Life had been easy and elegant for the British community in Baghdad in the fifties. There was membership in the Man-sour Club and in the Alwiya Club, with its swimming pool, tennis courts, and squash court, where officers of the Iraq Petroleum Company and the embassy would meet to play, swim, lounge, or take cool drinks at the bar. He could remember Fatima, their dada or nanny, a plump gentle girl from an up-country village whose wages were hoarded to make her a dowry so that she could marry a well-set-up young man when she went back to her tribe. He used to play on the lawn with Fatima until they went to collect Mike from Miss Saywell's school. Before each boy was three, he was bilingual in English and Arabic, learning the latter from Fatima or the gardener or the cook. Mike was especially quick at the language, and as their father was a keen admirer of Arab culture, the house was often full of his Iraqi friends. Arabs tend to love small children anyway, showing far more patience with them than Europeans, and when Mike would dart about the lawn with his black hair and dark eyes, running free in the white dish-dash and chattering in Arabic, his father's Iraqi friends would laugh with pleasure and shout: "But Nigel, he's more like one of us!" There were outings on the weekends to watch the Royal Harithiya Hunt, a sort of English foxhunt transported to the Middle East, which hunted jackals under the mastership of the municipal architect Philip Hirst, with a "mutton grab" of kuzi and vegetables for all afterward.
And there were wonderful picnics down the river on Pig Island, set in the middle of the slow-moving Tigris which bisected the city.
After two years Terry had followed Mike to Miss Saywell's kindergarten, but because he was so gifted they had gone on together to the Foundation Prep School, run by Mr. Hartley, at the same time.
He had been six and his brother eight when they turned up for their first day at Tasisiya, which contained some English boys but also Iraqi lads of upper-class parents. By then, there had already been one coup d'閠at in Iraq. The boy king and Nuri as Said had been slaughtered and the nee-Communist General Kassem had taken absolute power.

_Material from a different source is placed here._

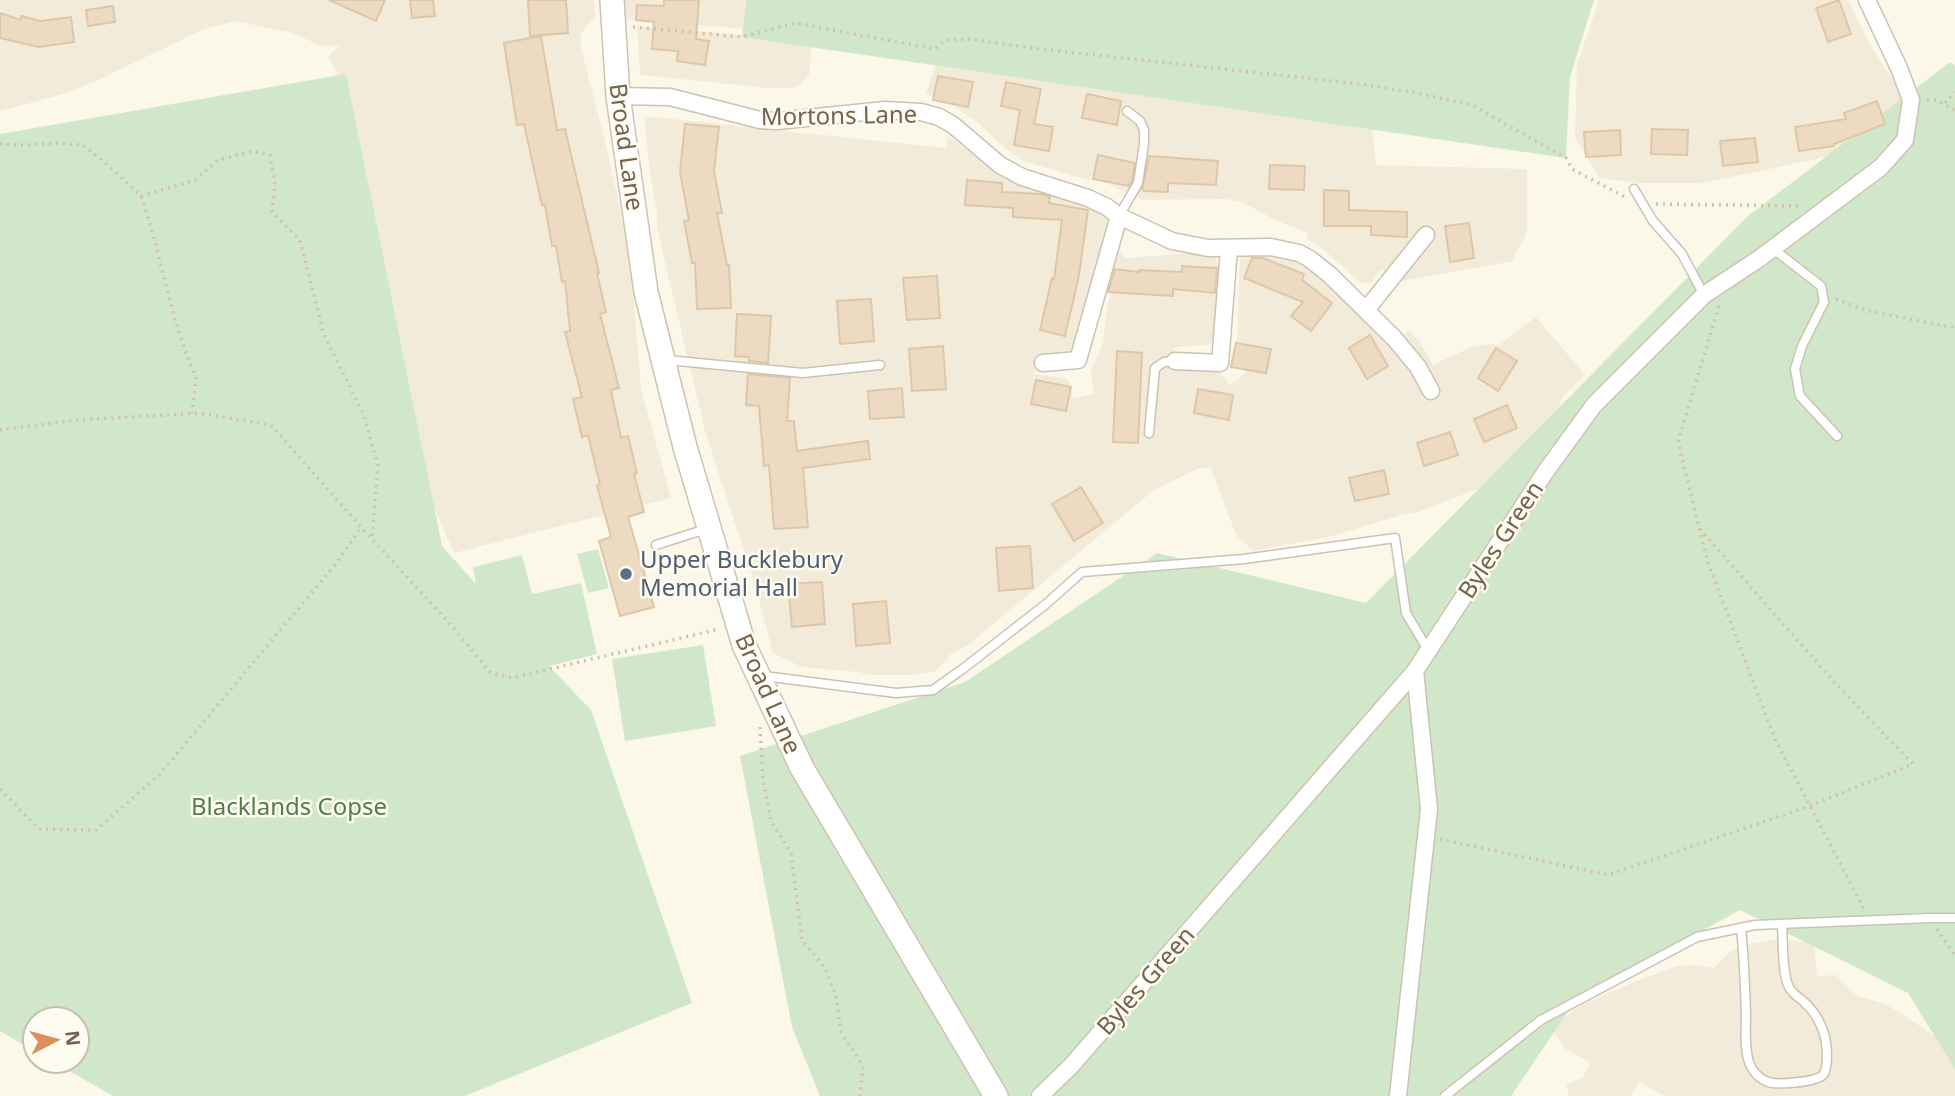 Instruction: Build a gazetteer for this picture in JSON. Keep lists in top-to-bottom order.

Though the two young English boys were unaware of it all, their parents and the English community were becoming worried. Favoring the Iraq Communist Party, Kassem was carrying out a vicious pogrom against the nationalist Ba'ath Party members, who in turn tried to assassinate the general. One of those in the group that failed to machine-gun the dictator was a young firebrand called Saddam Hussein.
On his first day at school Terry had found himself surrounded by a group of Iraqi boys. "He's a grub," said one. Terry began to cry. "I'm not a grub," he sniffled.

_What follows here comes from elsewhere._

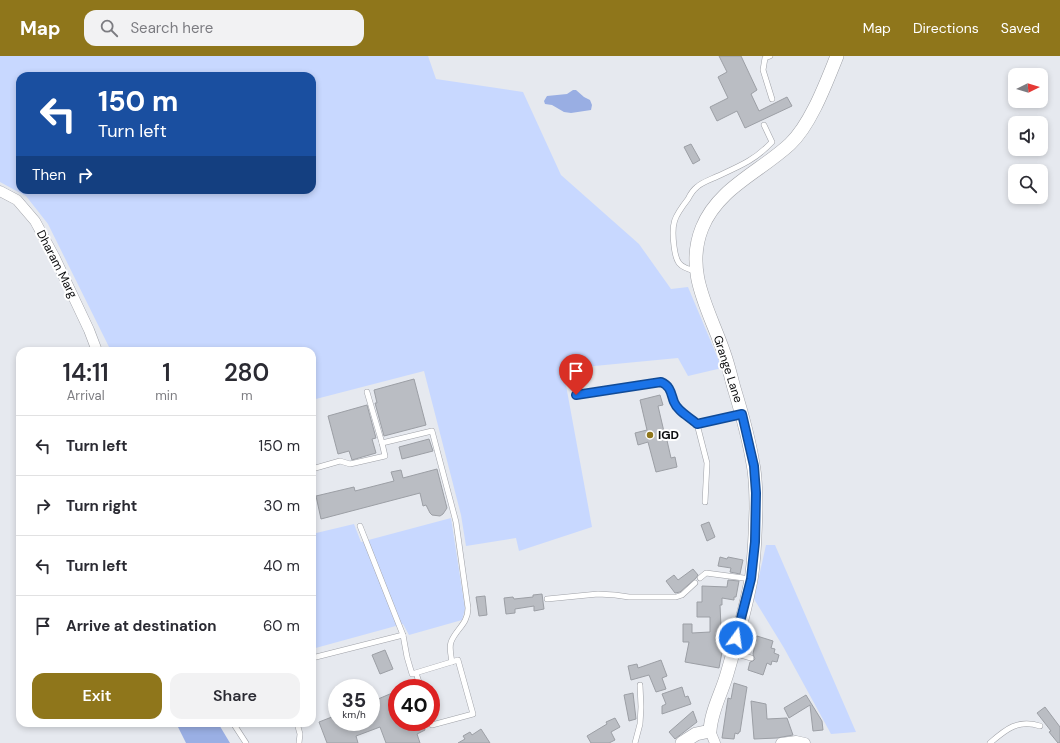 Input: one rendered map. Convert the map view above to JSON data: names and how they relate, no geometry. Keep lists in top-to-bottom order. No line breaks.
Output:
{"streets":{"street":["Dharam Marg","Grange Lane"]},"places":["IGD"],"north":"right","page":{"header":"Map","search":"Search here","nav":["Map","Directions","Saved"],"turn":["150 m","Turn left"],"then":"Then","eta":["14:11","Arrival","1","min","280","m"],"list":[{"name":"Turn left","value":"150 m"},{"name":"Turn right","value":"30 m"},{"name":"Turn left","value":"40 m"},{"name":"Arrive at destination","value":"60 m"}],"buttons":["Exit","Share"],"speed":"35 km/h","limit":"40"}}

"Yes, you are," said the tallest boy. "You're fat and white, with funny hair. You look like a grub. Grub, grub, grub."
Then they all took up the chant. Mike appeared from behind him. Of course, they were all talking Arabic. "Do not call my brother a grub," he warned. "Your brother? He doesn't look like your brother. But he does look like a grub."
The use of the clenched fist is not part of Arab culture. In fact, it is alien to most cultures, except in certain parts of the Far East. Even south of the Sahara the closed fist is not a traditional weapon. Black men from Africa and their descendants had to be taught to bunch the fist and throw a punch; then they became the best in the world at it.
The closed-fist punch is very much a western Mediterranean and particularly Anglo-Saxon tradition. Mike Martin's right-hand punch landed full on the jaw of the chief Terry-baiter and knocked him flat. The boy was not so much hurt as surprised. But no one ever called Terry a grub again.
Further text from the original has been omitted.